Your goal:
Every line below that holds the word "Davis" must be listed.

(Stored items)
+-------+

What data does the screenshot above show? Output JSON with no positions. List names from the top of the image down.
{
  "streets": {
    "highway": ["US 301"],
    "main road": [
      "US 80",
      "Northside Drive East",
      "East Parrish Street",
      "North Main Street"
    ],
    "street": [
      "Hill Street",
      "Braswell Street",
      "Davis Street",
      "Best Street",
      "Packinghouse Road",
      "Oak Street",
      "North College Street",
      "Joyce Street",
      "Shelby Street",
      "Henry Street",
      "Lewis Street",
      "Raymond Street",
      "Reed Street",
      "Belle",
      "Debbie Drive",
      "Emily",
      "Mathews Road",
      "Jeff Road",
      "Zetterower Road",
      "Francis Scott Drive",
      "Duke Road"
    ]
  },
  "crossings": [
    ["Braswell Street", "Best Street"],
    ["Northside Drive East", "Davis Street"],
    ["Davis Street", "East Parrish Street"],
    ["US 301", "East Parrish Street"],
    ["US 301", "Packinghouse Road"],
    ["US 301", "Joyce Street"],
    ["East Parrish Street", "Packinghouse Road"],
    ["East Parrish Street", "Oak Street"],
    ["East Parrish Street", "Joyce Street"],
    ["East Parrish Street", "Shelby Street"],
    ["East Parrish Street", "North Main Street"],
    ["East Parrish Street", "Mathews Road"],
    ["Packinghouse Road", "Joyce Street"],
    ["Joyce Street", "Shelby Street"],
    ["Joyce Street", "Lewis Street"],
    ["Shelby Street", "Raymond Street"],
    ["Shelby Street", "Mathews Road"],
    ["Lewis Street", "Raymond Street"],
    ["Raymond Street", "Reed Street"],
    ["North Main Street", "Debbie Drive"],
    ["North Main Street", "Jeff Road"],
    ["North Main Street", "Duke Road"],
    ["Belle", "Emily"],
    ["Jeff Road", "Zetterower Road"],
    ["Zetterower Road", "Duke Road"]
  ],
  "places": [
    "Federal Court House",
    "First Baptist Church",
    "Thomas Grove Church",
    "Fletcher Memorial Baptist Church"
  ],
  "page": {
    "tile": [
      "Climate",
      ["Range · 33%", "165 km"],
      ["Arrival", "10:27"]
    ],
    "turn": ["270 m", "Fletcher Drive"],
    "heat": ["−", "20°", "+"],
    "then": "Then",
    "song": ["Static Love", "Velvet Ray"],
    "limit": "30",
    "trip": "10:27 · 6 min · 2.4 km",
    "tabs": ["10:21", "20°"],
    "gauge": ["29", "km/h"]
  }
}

+-------+

Task solution:
      "Davis Street",
    ["Northside Drive East", "Davis Street"],
    ["Davis Street", "East Parrish Street"],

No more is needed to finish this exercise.